Outbreak of War
The Rectory - July 2004
Monday 28 June marks the 90th anniversary of the assassination of Archduke Ferdinand in Sarajevo. By the time you read this, events will be underway at St Peter’s to mark this poignantly historic event, and the subsequent events that led to war being declared on 4 August 1914.
One of the interesting things about this period of a month, according to historians, is that the British Government, and Sir Edward Grey, the Foreign Secretary of the time, in particular did not realise just how imminent war was. There were many domestic political problems to deal with, and there was no particular reason for Britain to enter a war in defence of a Balkan state, Serbia, that was under threat from Austria-Hungary. It became more complicated however when relations between Germany and France deteriorated, and the French allied themselves with Russia, traditional allies of Serbia. But even as late as 30 July the British Government were undecided about supporting the French. It was only when the German Government ignored an ultimatum over the invasion of Belgium that the decision was made, and war was declared at 11pm on 4 August.

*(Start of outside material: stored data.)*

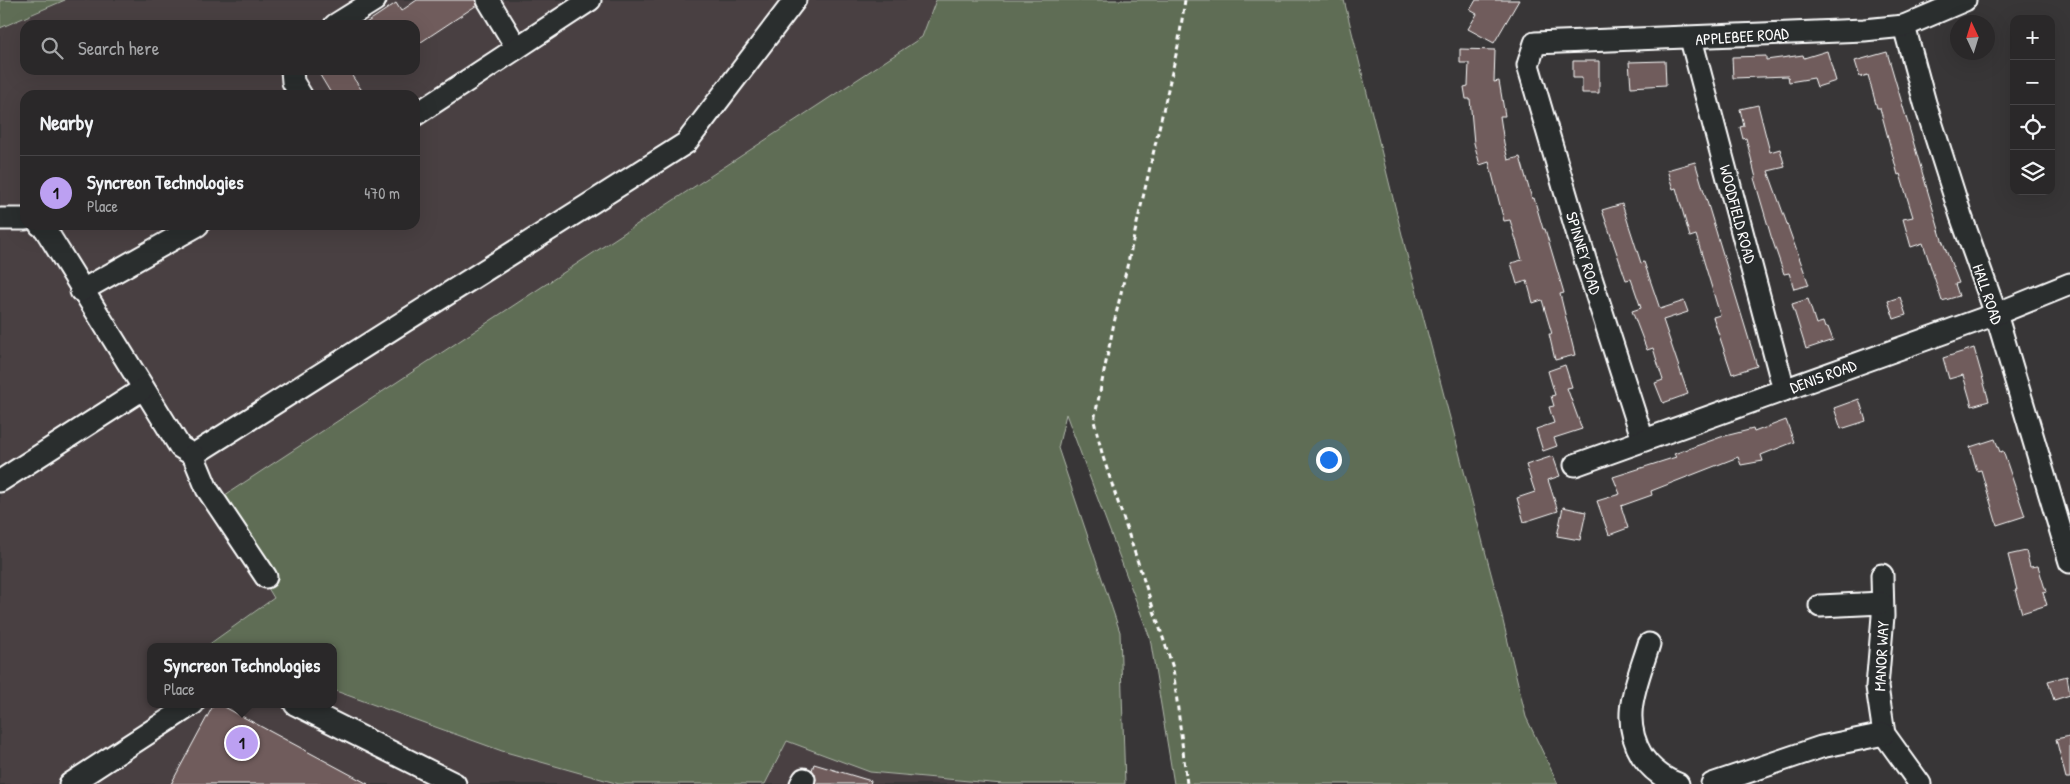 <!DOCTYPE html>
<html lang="en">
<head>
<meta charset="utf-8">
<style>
  :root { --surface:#2a2829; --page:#323031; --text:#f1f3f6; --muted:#a5a6a8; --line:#464446; --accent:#bca0f2 }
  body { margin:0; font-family:"Patrick Hand",sans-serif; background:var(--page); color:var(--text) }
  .controls { position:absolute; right:15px; top:15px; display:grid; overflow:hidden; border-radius:10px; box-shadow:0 5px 20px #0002 }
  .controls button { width:45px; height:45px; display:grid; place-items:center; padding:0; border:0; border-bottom:1px solid var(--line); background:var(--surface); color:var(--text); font:25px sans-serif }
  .compass { position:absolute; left:1950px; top:15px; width:45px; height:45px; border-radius:50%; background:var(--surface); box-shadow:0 5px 20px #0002; rotate:356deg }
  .you { position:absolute; left:1328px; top:459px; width:18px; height:18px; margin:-12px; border:4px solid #fff; border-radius:50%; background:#1a73e8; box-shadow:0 0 0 8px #1a73e833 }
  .badge { display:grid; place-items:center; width:32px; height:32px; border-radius:50%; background:var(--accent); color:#111; font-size:16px; font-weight:700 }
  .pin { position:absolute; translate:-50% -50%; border:2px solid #fff; box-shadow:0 1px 5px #0006 }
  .popup { position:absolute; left:147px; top:643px; width:190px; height:65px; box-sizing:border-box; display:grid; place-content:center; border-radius:10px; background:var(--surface); filter:drop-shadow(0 1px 4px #0005); font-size:16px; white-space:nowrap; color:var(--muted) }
  .popup b { font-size:19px; color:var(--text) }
  .popup::after { content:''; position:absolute; left:50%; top:100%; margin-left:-10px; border:10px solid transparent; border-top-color:var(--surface) }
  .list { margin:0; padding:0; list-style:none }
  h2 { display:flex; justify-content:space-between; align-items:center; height:65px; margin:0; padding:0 20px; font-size:21px }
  h2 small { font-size:16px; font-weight:400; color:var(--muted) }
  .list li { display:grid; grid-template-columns:32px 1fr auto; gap:15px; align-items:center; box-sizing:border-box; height:75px; padding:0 20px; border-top:1px solid var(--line) }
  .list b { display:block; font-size:19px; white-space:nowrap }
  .list p { margin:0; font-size:16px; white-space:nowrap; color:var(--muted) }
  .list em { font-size:16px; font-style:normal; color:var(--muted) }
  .icon { flex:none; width:28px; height:28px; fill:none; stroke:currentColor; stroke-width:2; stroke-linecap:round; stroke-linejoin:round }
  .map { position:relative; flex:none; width:2070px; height:784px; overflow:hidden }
  .search { position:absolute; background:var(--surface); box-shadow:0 5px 20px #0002; left:20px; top:20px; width:400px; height:55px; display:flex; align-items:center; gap:12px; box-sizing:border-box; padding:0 18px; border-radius:15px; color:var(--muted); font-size:19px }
  .panel { position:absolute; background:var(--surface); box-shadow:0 5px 20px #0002; left:20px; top:90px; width:400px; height:140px; border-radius:15px }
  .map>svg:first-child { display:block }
  .built { fill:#484142; fill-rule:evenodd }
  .green { fill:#5f6d55; stroke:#afb6aa }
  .building { fill:#6f5c5b; stroke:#fff }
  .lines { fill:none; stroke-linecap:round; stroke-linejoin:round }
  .minor-casing { stroke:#fff; stroke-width:25 }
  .path { stroke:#fff; stroke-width:3; stroke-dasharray:5 4; stroke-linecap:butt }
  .minor { stroke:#2a2d2e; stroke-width:21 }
  .labels { text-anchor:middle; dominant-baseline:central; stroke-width:4; stroke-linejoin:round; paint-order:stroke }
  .street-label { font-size:16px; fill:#fff; stroke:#2a2d2e }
</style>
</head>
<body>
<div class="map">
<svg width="2070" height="784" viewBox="0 0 2070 784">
  <rect width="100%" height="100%" fill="#383637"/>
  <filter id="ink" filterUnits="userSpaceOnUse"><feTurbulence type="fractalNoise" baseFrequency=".02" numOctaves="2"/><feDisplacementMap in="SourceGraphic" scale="10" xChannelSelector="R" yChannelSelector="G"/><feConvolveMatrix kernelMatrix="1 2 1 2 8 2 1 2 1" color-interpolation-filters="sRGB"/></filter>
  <g filter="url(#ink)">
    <g class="built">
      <path d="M 65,0 L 936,0 L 922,37 L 216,502 L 274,598 L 208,644 L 214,647 L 151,647 L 151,704 L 333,704 L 333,690 L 502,751 L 619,784 L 0,784 L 0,28 ZM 25,25 L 415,25 L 415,70 L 25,70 ZM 25,95 L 415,95 L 415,225 L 25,225 Z"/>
      <path d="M 787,741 L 870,772 L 1002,784 L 765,784 Z"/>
    </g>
    <g class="green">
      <path d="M 0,0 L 65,0 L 0,28 Z"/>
      <path d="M 936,0 L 1344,0 L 1408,259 L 1497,596 L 1526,717 L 1558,784 L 1174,784 L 1150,638 L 1066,414 L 1058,448 L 1120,632 L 1125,784 L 1002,784 L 870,772 L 787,741 L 765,784 L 619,784 L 502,751 L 333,690 L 333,647 L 214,647 L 208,645 L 274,598 L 216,501 L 922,37 Z"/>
    </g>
    <g class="building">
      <path d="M 417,0 L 476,0 L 477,5 L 415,46 L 415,25 L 363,25 L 396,3 L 401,11 Z"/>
      <path d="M 1476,0 L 1519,0 L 1494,43 L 1468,29 L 1477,14 L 1470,10 Z"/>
      <path d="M 1460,49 L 1495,50 L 1494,82 L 1499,81 L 1505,116 L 1500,116 L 1504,143 L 1508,160 L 1520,157 L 1532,199 L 1534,198 L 1543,229 L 1545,229 L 1564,293 L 1560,294 L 1575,355 L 1555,360 L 1549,334 L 1552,334 L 1542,300 L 1533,303 L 1527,281 L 1517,284 L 1511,263 L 1522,260 L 1510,220 L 1504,221 L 1489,162 L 1480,165 L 1474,143 L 1470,99 L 1466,99 L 1464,87 L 1468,86 L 1469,63 L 1460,63 Z"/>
      <path d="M 1827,51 L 1836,81 L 1817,87 L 1814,78 L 1789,82 L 1788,76 L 1733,78 L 1732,57 L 1766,56 L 1766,60 L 1803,55 L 1804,58 Z"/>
      <path d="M 1887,52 L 1942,240 L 1959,283 L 1955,284 L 1959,296 L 1942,301 L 1923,243 L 1911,247 L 1903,219 L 1913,217 L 1900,174 L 1898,175 L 1880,108 L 1877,108 L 1868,75 L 1860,77 L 1855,61 Z"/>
      <path d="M 1573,61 L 1599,61 L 1599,93 L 1582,93 L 1582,78 L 1573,78 Z"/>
      <path d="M 1665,61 L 1666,85 L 1631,87 L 1629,62 Z"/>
      <path d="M 317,70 L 348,70 L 365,95 L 332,95 Z"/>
      <path d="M 1758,105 L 1770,152 L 1780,149 L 1785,167 L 1768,171 L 1809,285 L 1794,289 L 1789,273 L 1784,274 L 1771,236 L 1754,178 L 1756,178 L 1746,138 L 1743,139 L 1740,127 L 1744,126 L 1740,109 Z"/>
      <path d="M 1695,162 L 1757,366 L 1732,374 L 1713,317 L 1720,315 L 1696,235 L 1690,237 L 1676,188 L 1673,189 L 1667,170 Z"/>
      <path d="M 1622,204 L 1641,263 L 1644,262 L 1660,309 L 1684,301 L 1688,312 L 1663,320 L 1688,394 L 1663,403 L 1655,383 L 1663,380 L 1661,374 L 1653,348 L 1647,350 L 1632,311 L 1641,308 L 1631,279 L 1626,280 L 1602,210 Z"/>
      <path d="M 1900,297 L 1906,315 L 1894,319 L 1888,301 Z"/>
      <path d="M 1808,299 L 1816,324 L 1823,322 L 1825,328 L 1828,327 L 1833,340 L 1806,349 L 1792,304 Z"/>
      <path d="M 1974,348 L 1989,401 L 1972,406 L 1963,375 L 1949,379 L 1943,358 Z"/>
      <path d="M 1565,365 L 1572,387 L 1567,388 L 1582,429 L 1554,438 L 1557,446 L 1543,451 L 1536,429 L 1554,423 L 1549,407 L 1554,406 L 1551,396 L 1555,395 L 1548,371 Z"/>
      <path d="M 1859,399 L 1866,421 L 1841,429 L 1834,408 Z"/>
      <path d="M 1786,420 L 1794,442 L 1761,455 L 1763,461 L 1741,465 L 1738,457 L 1651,491 L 1652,495 L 1621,506 L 1628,528 L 1609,535 L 1597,501 L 1620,494 L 1613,477 L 1676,457 L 1674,454 L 1721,437 L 1753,429 L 1754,432 Z"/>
      <path d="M 1995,439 L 2000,452 L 2003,451 L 2025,516 L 1997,525 L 1981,470 L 1977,471 L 1970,447 Z"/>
      <path d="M 1553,456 L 1560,476 L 1548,480 L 1558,511 L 1524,522 L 1517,498 L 1535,492 L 1526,465 Z"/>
      <path d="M 1563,507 L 1586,512 L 1580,540 L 1557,536 Z"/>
      <path d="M 2026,551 L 2030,567 L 2038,566 L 2046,592 L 2043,593 L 2047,605 L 2022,613 L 2015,590 L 2017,590 L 2008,555 Z"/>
      <path d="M 2067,676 L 2070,695 L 2054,700 L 2048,681 Z"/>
      <path d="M 214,704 L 219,704 L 368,784 L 171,784 Z"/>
      <path d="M 2070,736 L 2070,778 L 2066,778 L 2056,739 Z"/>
      <path d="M 814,764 L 871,781 L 870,784 L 815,784 L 816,779 L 812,770 Z"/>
    </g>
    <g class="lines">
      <defs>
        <g id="minor">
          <path d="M 488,0 L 517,48"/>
          <path d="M 335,25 L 375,0"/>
          <path d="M 1904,26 L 1925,103 L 1961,216 L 1996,314 L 2070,562"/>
          <path d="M 1691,39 L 1784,390"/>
          <path d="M 292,70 L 293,82 L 301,95"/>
          <path d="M 415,115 L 590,0"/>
          <path d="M 0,219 L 25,219"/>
          <path d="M 40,225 L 44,227 L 180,447 L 193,455 L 686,143 L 795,0"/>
          <path d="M 81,291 L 198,225"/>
          <path d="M 1643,440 L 1585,259 L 1528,65 L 1535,43 L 1864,30 L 1904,26 L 1965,0"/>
          <path d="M 193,455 L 207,489 L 266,577"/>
          <path d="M 1575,465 L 1996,314 L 2070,284"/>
          <path d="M 0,481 L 143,389"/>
          <path d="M 1882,575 L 1883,616 L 1877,687 L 1884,734 L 1920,784"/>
          <path d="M 1820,606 L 1882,603"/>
          <path d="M 1649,644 C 1637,683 1619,718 1642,756 C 1651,769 1664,779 1678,784"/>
          <path d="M 295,704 L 455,784"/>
          <path d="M 70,784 L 193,704"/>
          <path d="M 801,784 L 804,779"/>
          <path d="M 1712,784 L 1821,747 L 1884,734"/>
        </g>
      </defs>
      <use href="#minor" class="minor-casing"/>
      <path class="path" d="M 1185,0 L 1178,46 L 1114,323 L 1094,421 L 1103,457 L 1173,668 L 1187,784"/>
      <use href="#minor" class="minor"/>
    </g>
  </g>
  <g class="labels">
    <g class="street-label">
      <text transform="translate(1742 36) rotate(-4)">APPLEBEE ROAD</text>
      <text transform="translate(1738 214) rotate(75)">WOODFIELD ROAD</text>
      <text transform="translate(1584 253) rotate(73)">SPINNEY ROAD</text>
      <text transform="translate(1988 294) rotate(71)">HALL ROAD</text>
      <text transform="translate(1823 376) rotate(-20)">DENIS ROAD</text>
      <text transform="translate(1881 656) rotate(-87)">MANOR WAY</text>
    </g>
  </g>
</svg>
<div class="controls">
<button>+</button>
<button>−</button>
<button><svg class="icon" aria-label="locate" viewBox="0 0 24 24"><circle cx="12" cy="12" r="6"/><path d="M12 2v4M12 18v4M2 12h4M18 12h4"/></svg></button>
<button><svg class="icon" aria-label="layers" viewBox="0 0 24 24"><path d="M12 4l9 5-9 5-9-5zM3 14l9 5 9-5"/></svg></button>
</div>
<svg class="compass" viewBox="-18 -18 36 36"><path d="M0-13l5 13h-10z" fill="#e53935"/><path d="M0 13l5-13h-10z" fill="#a5a6a8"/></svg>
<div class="you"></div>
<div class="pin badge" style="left:242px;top:743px">1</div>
<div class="popup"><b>Syncreon Technologies</b>Place</div>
<div class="search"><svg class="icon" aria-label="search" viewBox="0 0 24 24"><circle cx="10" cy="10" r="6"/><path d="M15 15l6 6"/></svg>Search here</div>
<section class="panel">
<h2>Nearby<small></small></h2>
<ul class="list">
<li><span class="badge">1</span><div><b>Syncreon Technologies</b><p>Place</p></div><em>470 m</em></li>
</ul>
</section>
</div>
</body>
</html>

As we mark this anniversary of the beginning of the ‘war to end all wars’, we are only too conscious of a range of events going on around us, some of which also seem the subject of random political discussion and negotiation. Many of you know that I have a long association and involvement with Sudan. Sudan has been struggling with civil war for over forty years. It seems as though at one level peace has almost been achieved between the Government and the Sudan Peoples’ Liberation Army, the main alliance principally of southern Sudanese. The British Government representative to the Peace Process is a good friend of ours – his wife, Lillian Craig Harris, preached at St Peter’s two years ago. I know how much it has taken out of them both, and the minimal resources that have been made available in the search for peace there simply does not in any way stand alongside the amounts spent in Iraq. Yet according to ‘civilised society’ everything about the Sudanese situation compares exactly to the Iraqi situation in all but one respect. Sudan is a very poor country, and although sizeable deposits of oil have been discovered in recent years, it is so expensive to recover and transport because of the poor infrastructure in the country, that only the Chinese have invested in it. And now we are seeing scenes from Western Sudan that beggar belief in our modern world.
We are sitting on a powder keg. The increase in terrorism arising out of the Iraq situation, the fact that Sudan is widely reputed to be a training ground for terrorists, and that there is no obvious significant interest from the West in resolving the situation there in any meaningful way, means that we are moving into a more and more unstable situation in a wider area of the Middle East and North Africa. As we wait to see the results of the promised handover of power in Iraq, we must surely pray together that our political leaders will learn from their predecessors who oversaw the descent into chaos that became the First World War, and use the enormous power and influence that they wield to draw the poison, for which they are in part responsible, and to collaborate in the rebuilding of those national communities that have been so devastated over the past few years.